Personal information
- Born: August 15, 1996 (age 29) Bountiful, Utah, U.S.
- Listed height: 6 ft 4 in (1.93 m)
- Listed weight: 305 lb (138 kg)

Career information
- High school: Stansbury Park
- College: Weber State (2014–2018)
- NFL draft: 2019: undrafted

Career history
- Philadelphia Eagles (2019–2023); Tampa Bay Buccaneers (2024–2025); Philadelphia Eagles (2025)*;
- * Offseason or practice squad member only

Awards and highlights
- 2× First-team All-Big Sky (2017, 2018);

Career NFL statistics as of 2024
- Games played: 38
- Games started: 10
- Stats at Pro Football Reference

= Sua Opeta =

American football player (born 1996)

Iosua Opeta (born August 15, 1996) is an American professional football guard. After playing college football for the Weber State Wildcats, he was signed by the Philadelphia Eagles as an undrafted free agent in 2019.

==Early life==
Opeta was born in Utah and grew up in Stansbury Park after moving to the town when he was eight. He began playing football at the age of ten. In high school, Opeta played defense and offense. He signed with Weber State over an offer from Southern Utah because Weber State wanted him on the defensive line.

==College career==
Opeta was a member of the Weber State Wildcats for five seasons, redshirting as a true freshman. He played defensive tackle as a redshirt freshman before moving to the offensive line during the following offseason because he was promised a starting role. In his first year as an offensive lineman, Opeta was an honorable mention All-Big Sky Conference. Opeta was named an FCS All-American twice. He was named to the NFLPA Collegiate Bowl.

==Professional career==

At the NFL Scouting Combine, Opeta put up 39 reps of 225 pounds on bench press, the most out of any offensive linemen.

Pre-draft measurables
| Height | Weight | Arm length | Hand span | 40-yard dash | 10-yard split | 20-yard split | 20-yard shuttle | Three-cone drill | Vertical jump | Broad jump | Bench press |
| 6 ft 4+1⁄4 in (1.94 m) | 301 lb (137 kg) | 33+1⁄4 in (0.84 m) | 9+7⁄8 in (0.25 m) | 5.02 s | 1.66 s | 2.85 s | 4.73 s | 8.06 s | 33.0 in (0.84 m) | 9 ft 4 in (2.84 m) | 39 reps |
Sources:

===Philadelphia Eagles===
After going undrafted in 2019, Opeta was signed by the Philadelphia Eagles for training camp. He spent the first 12 weeks on the practice squad. On December 3, he was promoted to the active roster.

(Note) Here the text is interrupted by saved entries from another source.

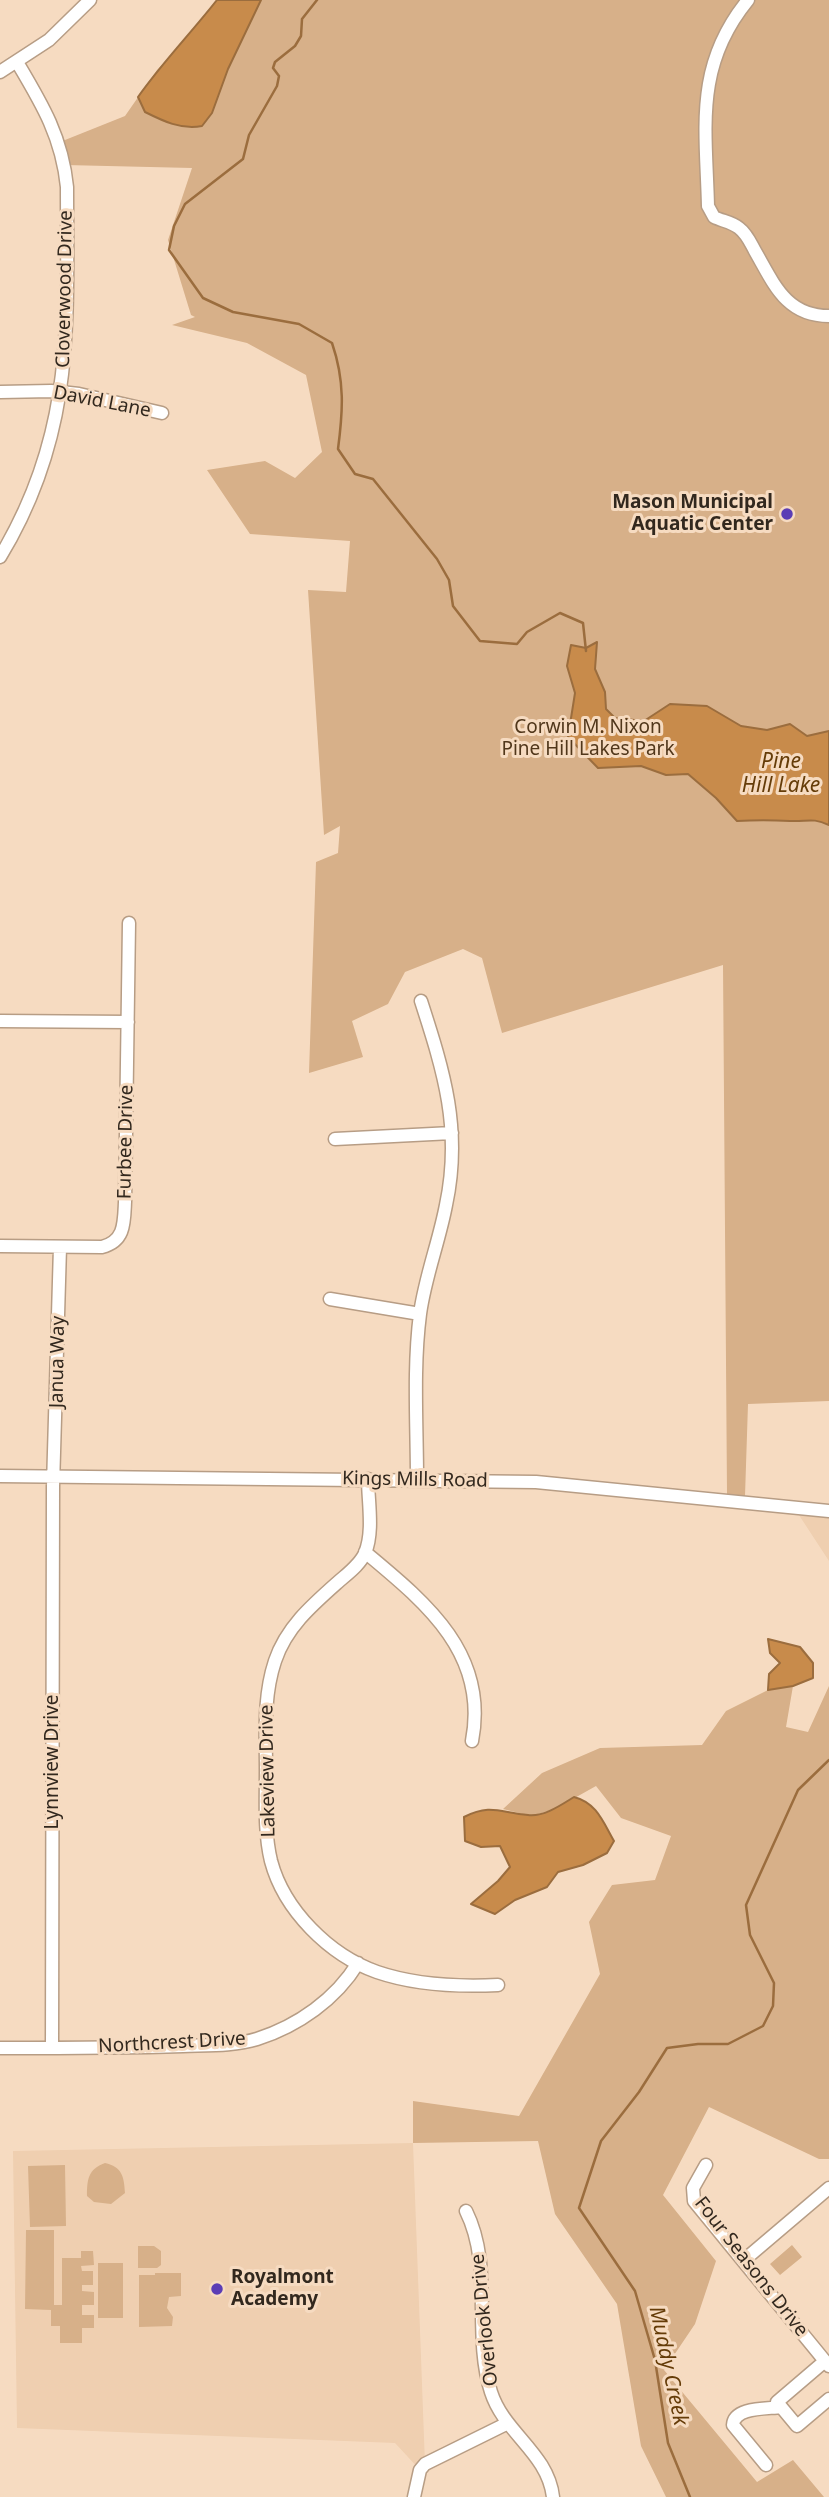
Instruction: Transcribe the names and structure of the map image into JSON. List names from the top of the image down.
{
  "streets": {
    "street": [
      "Cloverwood Drive",
      "David Lane",
      "Furbee Drive",
      "Janua Way",
      "Kings Mills Road",
      "Lynnview Drive",
      "Lakeview Drive",
      "Northcrest Drive",
      "Four Seasons Drive",
      "Overlook Drive"
    ]
  },
  "crossings": [
    ["Cloverwood Drive", "David Lane"],
    ["Furbee Drive", "Janua Way"],
    ["Janua Way", "Kings Mills Road"],
    ["Janua Way", "Lynnview Drive"],
    ["Kings Mills Road", "Lynnview Drive"],
    ["Lynnview Drive", "Northcrest Drive"],
    ["Lakeview Drive", "Northcrest Drive"]
  ],
  "water": ["Pine Hill Lake", "Muddy Creek"],
  "parks": ["Corwin M. Nixon Pine Hill Lakes Park"],
  "places": ["Mason Municipal Aquatic Center", "Royalmont Academy"]
}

On September 5, 2020, Opeta was waived by the Eagles and was signed to their practice squad the next day. He was elevated to the active roster on September 12 for the team's Week 1 game against the Washington Football Team and reverted to the practice squad on September 14. He was promoted to the active roster on September 15. He was placed on injured reserve on November 28, 2020.

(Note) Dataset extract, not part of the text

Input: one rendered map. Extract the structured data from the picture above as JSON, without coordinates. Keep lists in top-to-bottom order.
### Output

On August 31, 2021, Opeta was waived by the Eagles and re-signed to the practice squad the next day. He was signed to the active roster on September 29, 2021.

Opeta played in seven games for the Eagles in 2022, and was made a healthy scratch for the team’s Week 17 game against the New Orleans Saints. He was waived by the team on January 6, 2023, prior to the team’s season finale against the New York Giants, and re-signed to the practice squad. On February 15, Opeta signed a reserve/future contract with the Eagles.

===Tampa Bay Buccaneers===
On March 15, 2024, Opeta signed with the Tampa Bay Buccaneers. On July 31, it was announced that Opeta had suffered a torn ACL in practice. He was placed on injured reserve two days later, ending his season.

On March 25, 2025, Opeta re-signed with the Buccaneers. He was released on August 26 as part of final roster cuts. On September 18, Opeta was re-signed to the practice squad; he was released by the team on October 7.

===Philadelphia Eagles (second stint)===
On October 22, 2025, Opeta was signed to the Philadelphia Eagles' practice squad. On November 3, Opeta was released by the Eagles.